# Building a frame for a new 16 foot Rocky Mountain Raft



## Bryan (Feb 3, 2005)

Curious where you can find a high back tractor seat for $60.


----------



## colorado_steve (May 1, 2011)

so there is this place called ebay..... 

NEW KUBOTA HIGH BACK TRACTOR SEAT! riding mower rider ztr | eBay


----------



## mikepart (Jul 7, 2009)

I don't see any problem with your plan as long as you pin the corner fittings and don't rely on set screws to hold them together.

With that being said, it dosen't seem like you are saving that much money over down river's three bay single rail for $639 Colorado

or a welded three bay frame from PRO for $527
Professional River Outfitters | 800-648-3236 | [email protected]

I don't really see the need for a seat mount on a three bay frame; wouldn't you just sit on your cooler or dry box? If you want a tractor seat then bolt it to a piece of plywood and strap it over your cooler or drybox.

As far as anodized goes, In my experience the only drawback to non anodized aluminium is that it will rub black oxidation off on your boat and legs. With aluminum, corrosion will not be factor in the integrity of your frame for many, many, many years.
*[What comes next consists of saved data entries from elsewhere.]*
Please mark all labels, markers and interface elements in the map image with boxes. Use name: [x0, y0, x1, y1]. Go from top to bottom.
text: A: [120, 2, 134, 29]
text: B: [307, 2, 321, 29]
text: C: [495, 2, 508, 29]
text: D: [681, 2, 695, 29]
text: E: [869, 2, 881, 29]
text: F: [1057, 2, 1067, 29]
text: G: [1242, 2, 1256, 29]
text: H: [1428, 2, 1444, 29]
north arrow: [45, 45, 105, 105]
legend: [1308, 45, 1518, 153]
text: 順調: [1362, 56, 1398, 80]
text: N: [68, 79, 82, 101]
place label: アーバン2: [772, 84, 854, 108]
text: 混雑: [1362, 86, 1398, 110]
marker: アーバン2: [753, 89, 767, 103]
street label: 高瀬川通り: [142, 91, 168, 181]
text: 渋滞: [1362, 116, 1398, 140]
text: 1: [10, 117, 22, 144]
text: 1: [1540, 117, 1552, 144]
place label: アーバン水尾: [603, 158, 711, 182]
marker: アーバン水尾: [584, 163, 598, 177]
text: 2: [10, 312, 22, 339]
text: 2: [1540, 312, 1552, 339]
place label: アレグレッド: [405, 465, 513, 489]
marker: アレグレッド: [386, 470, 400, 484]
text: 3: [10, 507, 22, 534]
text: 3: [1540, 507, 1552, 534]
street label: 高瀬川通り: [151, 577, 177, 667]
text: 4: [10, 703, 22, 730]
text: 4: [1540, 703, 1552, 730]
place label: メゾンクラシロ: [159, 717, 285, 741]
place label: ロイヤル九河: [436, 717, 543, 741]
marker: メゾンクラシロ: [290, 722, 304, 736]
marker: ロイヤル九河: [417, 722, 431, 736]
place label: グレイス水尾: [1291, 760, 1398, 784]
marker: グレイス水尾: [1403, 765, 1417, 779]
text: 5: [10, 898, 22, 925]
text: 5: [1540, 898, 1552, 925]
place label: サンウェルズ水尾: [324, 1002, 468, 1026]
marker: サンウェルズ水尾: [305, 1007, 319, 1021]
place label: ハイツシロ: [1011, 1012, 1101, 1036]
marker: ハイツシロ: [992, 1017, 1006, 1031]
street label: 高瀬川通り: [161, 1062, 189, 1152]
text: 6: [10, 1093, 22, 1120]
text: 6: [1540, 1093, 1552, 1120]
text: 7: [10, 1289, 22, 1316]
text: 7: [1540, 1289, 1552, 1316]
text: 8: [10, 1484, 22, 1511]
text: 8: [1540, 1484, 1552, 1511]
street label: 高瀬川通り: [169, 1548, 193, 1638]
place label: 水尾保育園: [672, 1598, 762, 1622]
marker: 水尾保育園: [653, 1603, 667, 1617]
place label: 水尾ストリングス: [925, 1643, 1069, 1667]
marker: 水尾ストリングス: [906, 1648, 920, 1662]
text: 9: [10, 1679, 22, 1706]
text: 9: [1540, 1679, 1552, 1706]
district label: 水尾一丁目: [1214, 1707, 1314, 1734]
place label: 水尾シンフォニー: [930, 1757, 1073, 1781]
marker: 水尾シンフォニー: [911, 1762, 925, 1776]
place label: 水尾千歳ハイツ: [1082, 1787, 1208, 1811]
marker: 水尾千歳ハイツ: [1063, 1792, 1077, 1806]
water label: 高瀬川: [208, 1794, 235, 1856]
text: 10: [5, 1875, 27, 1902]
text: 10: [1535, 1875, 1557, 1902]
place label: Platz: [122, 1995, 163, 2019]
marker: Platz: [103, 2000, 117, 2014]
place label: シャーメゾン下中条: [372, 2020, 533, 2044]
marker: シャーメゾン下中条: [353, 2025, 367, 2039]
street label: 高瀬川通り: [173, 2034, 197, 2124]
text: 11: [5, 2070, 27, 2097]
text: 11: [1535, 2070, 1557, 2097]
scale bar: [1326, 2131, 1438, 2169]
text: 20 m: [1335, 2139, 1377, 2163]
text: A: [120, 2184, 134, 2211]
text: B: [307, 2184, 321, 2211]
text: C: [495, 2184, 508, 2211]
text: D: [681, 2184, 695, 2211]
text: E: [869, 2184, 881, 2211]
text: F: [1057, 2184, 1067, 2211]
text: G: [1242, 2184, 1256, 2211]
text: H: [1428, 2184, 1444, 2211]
One more thing that I would add. You have a sweet, brand new boat. Don't go cheap on your frame set up. It is just as important as your rubber, and a good aluminum frame will last forever. I don't know what is important to you as far as weight and the ability to break it down, but I highly suggest that you consider a full on double rail diamond plate frame with a rowers floor and maybie a custom table to fit your frame. Why not, you have already bought a sweet boat? Keep in mind the weight of a fully loaded 16 footer and all the stress that will be on those fittings in a flip. If one fitting breaks or comes loose, you may loose more money on gear then you saved on the frame. This is why I have a PRO frame with welded corners, but I don't see a need to ever break mine down.


----------



## rwhyman (May 23, 2005)

Why only 3 bays for a 16 ft raft? Doesn't make sense to me.


----------



## mikepart (Jul 7, 2009)

Also, in my experience, the NRS oar towers suck because they have a tendency to spin on the pipe. I'm sure lots of people like them, but not me.


----------



## cpollema (Mar 9, 2009)

If you are considering building the frame yourself, I'd throw rowframe.com in the mix. You can get parts or have Gary help you with the design and build.


----------



## mdconner (Feb 1, 2011)

cpollema said:


> If you are considering building the frame yourself, I'd throw rowframe.com in the mix. You can get parts or have Gary help you with the design and build.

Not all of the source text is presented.